1 Notes from Life: in six Essays. By Henry Taylor.

Another defect is a want of firmness. A banker having, after a mature consideration, made up his mind, should be capable of a strict adherence to his previous determination: he should know when to say, No; and having once said No, he should adhere to it. Another defect is a hasty or impetuous temper. Another is that of being swayed by any personal or constitutional prepossession. Almost every man has a sin by which he is most easily beset; a constitutional defect, against which it is necessary he should be upon his guard.

It is a great advantage to a banker, and indeed to every one else, to know himself. He should know wherein he excels, and wherein he is deficient. He ought to know whether he is disposed from his temperament to be excessively cautious, or excessively liberal - whether his manners are courteous or abrupt - whether he is apt to view matters on their gloomy or on their bright side - whether social intercourse renders him more or less fit for his official engagements - whether the presents and civilities he receives from his customers do, or do not, affect his transactions with them in matters of business. When he has made a loss, he should examine whether the loss was occasioned by the ordinary operation of events, or produced by any little weaknesses of his own character. He should record all those instances in which he has shown a want of firmness, of discretion, of discrimination, or of perseverance; and should guard in future against the exhibition of any similar defect:

1 Taylor's Statesman. I would advise all bankers, and all other persons at the head of large establishments, to read this little work.

"Man, know thyself; all wisdom centres there."

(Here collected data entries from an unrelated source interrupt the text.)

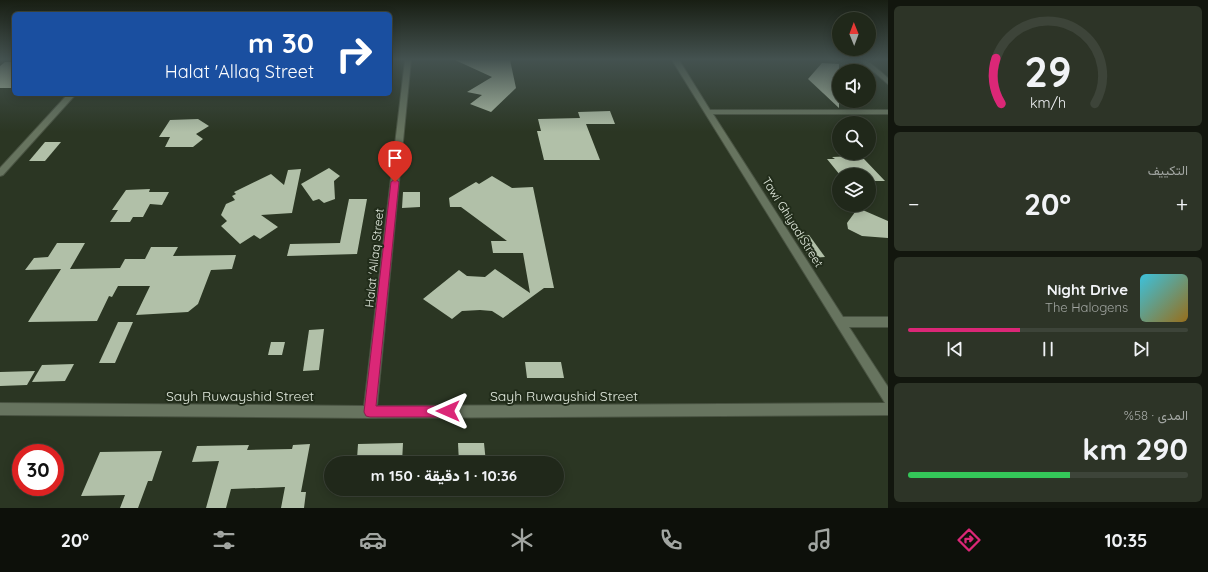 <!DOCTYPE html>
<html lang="ar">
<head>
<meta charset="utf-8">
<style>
	:root { --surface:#20281a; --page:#2d3427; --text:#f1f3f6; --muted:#a2a6a2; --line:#3d4439; --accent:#db2777 }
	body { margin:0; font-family:Quicksand,Vazirmatn,sans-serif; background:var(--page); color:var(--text); direction:rtl; height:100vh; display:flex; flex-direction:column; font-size:15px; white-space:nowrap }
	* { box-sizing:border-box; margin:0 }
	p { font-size:13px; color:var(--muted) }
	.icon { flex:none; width:22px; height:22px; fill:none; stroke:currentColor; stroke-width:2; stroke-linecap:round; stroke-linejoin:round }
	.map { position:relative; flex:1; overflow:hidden; direction:ltr }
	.details { display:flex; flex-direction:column; gap:6px; padding:6px; background:#12160e; width:320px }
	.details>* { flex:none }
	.banner { position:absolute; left:12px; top:12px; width:380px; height:84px; border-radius:6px; box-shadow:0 2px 10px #0003,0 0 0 1px var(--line); direction:rtl; background:#1a4fa0; color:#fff; overflow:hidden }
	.needle { width:26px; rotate:359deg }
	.controls { position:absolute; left:832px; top:12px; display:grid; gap:8px }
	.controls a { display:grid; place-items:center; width:44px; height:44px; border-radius:50%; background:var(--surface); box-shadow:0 2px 10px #0003,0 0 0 1px var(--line); font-size:20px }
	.speed { position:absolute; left:12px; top:444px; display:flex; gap:8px; font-size:20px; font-weight:700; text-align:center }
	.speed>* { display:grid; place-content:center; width:52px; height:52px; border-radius:50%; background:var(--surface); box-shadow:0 2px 10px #0003,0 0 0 1px var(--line); line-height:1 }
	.speed .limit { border:6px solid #d22; background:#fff; color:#111 }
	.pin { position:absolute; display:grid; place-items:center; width:34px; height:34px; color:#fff; margin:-41px -17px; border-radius:50% 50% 50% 0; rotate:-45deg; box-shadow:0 0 4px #0007 }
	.pin .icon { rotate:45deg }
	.me { position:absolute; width:44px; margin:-22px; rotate:270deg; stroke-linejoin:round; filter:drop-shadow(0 0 3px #0008) }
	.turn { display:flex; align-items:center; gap:14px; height:84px; padding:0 12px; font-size:18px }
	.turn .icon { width:52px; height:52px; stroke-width:2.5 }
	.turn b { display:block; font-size:28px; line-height:34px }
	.big { font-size:30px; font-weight:800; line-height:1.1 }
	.details .tile { flex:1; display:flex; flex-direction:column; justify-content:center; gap:6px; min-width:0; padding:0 14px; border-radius:6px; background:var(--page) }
	.details .dial { align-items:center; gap:0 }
	.dial svg { height:104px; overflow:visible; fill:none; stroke:var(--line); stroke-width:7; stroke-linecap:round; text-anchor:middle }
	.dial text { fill:var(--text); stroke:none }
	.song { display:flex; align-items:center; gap:12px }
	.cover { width:48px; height:48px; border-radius:6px; background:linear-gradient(135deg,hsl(190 70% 55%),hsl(40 70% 35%)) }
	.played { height:4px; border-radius:2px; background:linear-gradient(90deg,var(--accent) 40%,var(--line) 40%) }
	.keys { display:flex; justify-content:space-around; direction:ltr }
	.heat { display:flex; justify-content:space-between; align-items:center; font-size:22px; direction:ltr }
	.charge { height:6px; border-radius:3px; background:linear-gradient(90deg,#34c759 58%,var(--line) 0) }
	.trip { position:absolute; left:324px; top:456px; width:240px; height:40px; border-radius:20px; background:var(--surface); box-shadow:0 2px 10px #0003,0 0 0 1px var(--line); font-weight:800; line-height:40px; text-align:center; direction:rtl }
	.menu { display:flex; height:64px; justify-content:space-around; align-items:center; background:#0d100a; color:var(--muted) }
	.menu .icon { width:28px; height:28px }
	.menu .selected { color:var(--accent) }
	.menu b { font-size:18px; color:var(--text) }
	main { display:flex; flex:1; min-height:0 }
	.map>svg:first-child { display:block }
	.building { fill:#b1c0a8 }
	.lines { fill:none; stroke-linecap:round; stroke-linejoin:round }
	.minor-casing { stroke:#495342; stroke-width:2 }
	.minor { fill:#67745f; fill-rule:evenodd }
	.route { fill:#db2777; stroke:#8e194d }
	.labels { text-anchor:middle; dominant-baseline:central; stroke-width:4; stroke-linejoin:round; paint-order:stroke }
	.street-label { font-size:12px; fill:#e1e9dd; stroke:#212c1a }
	.near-street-label { font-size:14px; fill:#e1e9dd; stroke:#212c1a }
</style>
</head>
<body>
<main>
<section class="details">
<div class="tile dial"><svg viewBox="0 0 100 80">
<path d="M14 69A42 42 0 1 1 86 69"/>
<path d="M14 69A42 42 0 0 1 10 34" stroke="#db2777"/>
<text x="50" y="56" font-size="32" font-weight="700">29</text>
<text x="50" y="72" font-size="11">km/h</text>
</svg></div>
<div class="tile"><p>التكييف</p>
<div class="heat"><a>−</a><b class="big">20°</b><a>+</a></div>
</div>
<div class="tile">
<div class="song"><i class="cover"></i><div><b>Night Drive</b><p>The Halogens</p></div></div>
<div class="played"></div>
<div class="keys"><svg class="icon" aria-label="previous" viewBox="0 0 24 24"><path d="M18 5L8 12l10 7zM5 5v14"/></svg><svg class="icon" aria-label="pause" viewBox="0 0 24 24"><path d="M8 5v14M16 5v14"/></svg><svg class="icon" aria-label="next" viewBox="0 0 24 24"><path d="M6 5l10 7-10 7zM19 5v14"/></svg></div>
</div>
<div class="tile"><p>المدى · 58%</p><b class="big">290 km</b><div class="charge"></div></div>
</section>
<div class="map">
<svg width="888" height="508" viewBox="0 0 888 508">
	<rect width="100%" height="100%" fill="#2b3623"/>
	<g class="building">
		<path d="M 455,60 L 510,60 L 516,88 L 491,112 L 470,104 L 482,95 L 467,92 L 492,77 Z"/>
		<path d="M 5,62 L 14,62 L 14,88 L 0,88 L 0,66 Z"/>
		<path d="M 822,63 L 839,64 L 839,108 L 808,79 Z"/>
		<path d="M 610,111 L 615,124 L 586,124 L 600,160 L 544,160 L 537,131 L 541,131 L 538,119 L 580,118 L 578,112 Z"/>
		<path d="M 198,119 L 209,126 L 196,134 L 203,139 L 193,147 L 165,147 L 170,137 L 159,137 L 170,120 Z"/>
		<path d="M 45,142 L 61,142 L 45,161 L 29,161 Z"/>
		<path d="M 855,156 L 857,159 L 864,159 L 885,181 L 869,181 L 869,175 L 840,175 L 827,159 L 835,159 L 832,157 Z"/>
		<path d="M 329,168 L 340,176 L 334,181 L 335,199 L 324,203 L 319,199 L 313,201 L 301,184 Z"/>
		<path d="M 301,169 L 292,213 L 261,215 L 278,227 L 260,239 L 254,235 L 240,244 L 221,226 L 227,221 L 221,215 L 226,204 L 235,200 L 232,196 L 236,194 L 234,192 L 271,174 L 284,185 L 288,170 Z"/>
		<path d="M 492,176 L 512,188 L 533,187 L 554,288 L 544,288 L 503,318 L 492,311 L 480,310 L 462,311 L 452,319 L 423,299 L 459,270 L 467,276 L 485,277 L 495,269 L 530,293 L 523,253 L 493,253 L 491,241 L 507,241 L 461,207 L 450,207 L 449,198 L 476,182 L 479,184 Z"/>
		<path d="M 150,189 L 149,192 L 169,192 L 162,205 L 150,204 L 143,217 L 133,217 L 130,222 L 110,222 L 118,210 L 112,210 L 126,190 Z"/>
		<path d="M 403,192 L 420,192 L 420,207 L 402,208 Z"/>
		<path d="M 349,199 L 367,199 L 357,254 L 287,256 L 290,244 L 340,243 Z"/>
		<path d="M 858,208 L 888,221 L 888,238 L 862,236 L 848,229 L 847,223 Z"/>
		<path d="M 795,235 L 809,235 L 825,257 L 810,258 Z"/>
		<path d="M 57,243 L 85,243 L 70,269 L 120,268 L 125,259 L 145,259 L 151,247 L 178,247 L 173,256 L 236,255 L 232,269 L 211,270 L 198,304 L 188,312 L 136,315 L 150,286 L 118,286 L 112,297 L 109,296 L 97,321 L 28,322 L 61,269 L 25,270 L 34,258 L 48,257 Z"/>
		<path d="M 118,322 L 133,322 L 115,363 L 99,363 Z"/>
		<path d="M 324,329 L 319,370 L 303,371 L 309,330 Z"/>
		<path d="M 271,342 L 285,342 L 282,355 L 268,355 Z"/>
		<path d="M 525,362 L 561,362 L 564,378 L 527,378 Z"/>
		<path d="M 74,364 L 65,381 L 32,382 L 42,365 Z"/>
		<path d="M 35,371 L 27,385 L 0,386 L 0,372 Z"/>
		<path d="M 403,443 L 402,463 L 390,463 L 391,458 L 357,459 L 358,444 Z"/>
		<path d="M 458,443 L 484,443 L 486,463 L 459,463 Z"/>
		<path d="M 310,444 L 301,492 L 306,492 L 304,508 L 281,508 L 285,487 L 231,489 L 226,508 L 206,508 L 219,461 L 192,462 L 197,446 L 249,445 L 247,450 L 292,449 L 293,445 Z"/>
		<path d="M 162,451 L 152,481 L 148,481 L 138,508 L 120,508 L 125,495 L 81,496 L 100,452 Z"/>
	</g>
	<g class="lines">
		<defs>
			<g id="minor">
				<path d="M 405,60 L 411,60 L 377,406 L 885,403 L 672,60 L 679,60 L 710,110 L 888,110 L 888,114 L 713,114 L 843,317 L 888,317 L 888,327 L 849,327 L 888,387 L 888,415 L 370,418 L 0,415 L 0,403 L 364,406 Z"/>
				<path d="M 860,60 L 867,60 L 888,78 L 888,84 Z"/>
				<path d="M 68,94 L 76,94 L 3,175 L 0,176 L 0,168 Z"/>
			</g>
		</defs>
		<use href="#minor" class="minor-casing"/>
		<use href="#minor" class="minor"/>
	</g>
	<linearGradient id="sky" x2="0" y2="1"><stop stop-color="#181e13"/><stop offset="0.45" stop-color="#445250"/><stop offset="1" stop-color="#445250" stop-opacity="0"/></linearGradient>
	<rect width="888" height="132" fill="url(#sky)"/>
	<path class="route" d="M 395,179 L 399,182 L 376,406 L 448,406 L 453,407 L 454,411 L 453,415 L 448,417 L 370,417 L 366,416 L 364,412 L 391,182 Z"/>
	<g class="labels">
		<g class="street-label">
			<text transform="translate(793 222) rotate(58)">Tawi Ghiyad Street</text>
			<text transform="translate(374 258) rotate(-84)">Halat 'Allaq Street</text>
		</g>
		<g class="near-street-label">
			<text x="240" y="396">Sayh Ruwayshid Street</text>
			<text x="564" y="396">Sayh Ruwayshid Street</text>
		</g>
	</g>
</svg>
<div class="controls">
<a><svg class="needle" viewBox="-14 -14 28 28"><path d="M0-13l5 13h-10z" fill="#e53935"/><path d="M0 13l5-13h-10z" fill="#a2a6a2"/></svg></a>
<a><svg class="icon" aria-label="sound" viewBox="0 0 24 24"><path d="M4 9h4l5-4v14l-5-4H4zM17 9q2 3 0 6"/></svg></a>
<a><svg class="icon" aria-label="search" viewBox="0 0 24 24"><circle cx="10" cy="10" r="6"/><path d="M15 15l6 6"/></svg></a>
<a><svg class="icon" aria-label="layers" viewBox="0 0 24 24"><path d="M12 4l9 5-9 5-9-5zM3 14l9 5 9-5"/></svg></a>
</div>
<div class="speed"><div class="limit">30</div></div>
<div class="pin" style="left:395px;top:182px;background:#d93025"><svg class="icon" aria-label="arrive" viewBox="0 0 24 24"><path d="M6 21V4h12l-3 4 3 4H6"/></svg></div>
<svg class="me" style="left:448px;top:411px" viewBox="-20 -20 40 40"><path d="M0-17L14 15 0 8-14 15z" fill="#db2777" stroke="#fff" stroke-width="4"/></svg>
<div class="trip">10:36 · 1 دقيقة · 150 m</div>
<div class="banner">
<div class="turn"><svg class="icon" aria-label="right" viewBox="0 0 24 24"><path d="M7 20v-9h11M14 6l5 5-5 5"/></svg><div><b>30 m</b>Halat 'Allaq Street</div></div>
</div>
</div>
</main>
<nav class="menu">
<b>10:35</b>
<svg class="icon selected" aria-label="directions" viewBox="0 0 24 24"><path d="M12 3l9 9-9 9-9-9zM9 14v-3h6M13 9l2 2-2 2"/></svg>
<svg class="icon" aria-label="music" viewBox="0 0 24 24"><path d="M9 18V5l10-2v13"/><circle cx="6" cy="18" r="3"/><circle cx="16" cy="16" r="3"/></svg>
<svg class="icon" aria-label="phone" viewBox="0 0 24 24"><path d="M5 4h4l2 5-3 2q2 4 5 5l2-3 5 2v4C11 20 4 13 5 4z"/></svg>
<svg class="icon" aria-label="climate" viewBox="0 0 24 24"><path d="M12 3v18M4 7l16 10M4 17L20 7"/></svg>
<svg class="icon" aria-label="car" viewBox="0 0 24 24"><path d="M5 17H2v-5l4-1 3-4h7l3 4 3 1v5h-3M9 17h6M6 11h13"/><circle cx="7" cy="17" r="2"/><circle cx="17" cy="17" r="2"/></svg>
<svg class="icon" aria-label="filters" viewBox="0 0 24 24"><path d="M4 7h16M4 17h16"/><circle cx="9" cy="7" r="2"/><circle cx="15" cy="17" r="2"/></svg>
<b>20°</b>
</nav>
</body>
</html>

But while a banker should make himself acquainted with his own defects, he ought not to let his customers become acquainted with them. All wise men know their own defects; none but fools publish them. Crafty men, who often have occasion to borrow money, are quick in perceiving the weaknesses of their banker. And if they find that by coaxing, or flattering, or gossiping, or bribing, or threatening, they can influence his conduct, he will always be at their mercy. On this account it is, perhaps, advisable that a banker should not have too much social intercourse with those of his customers who have occasion to ask him for any large amount of accommodation.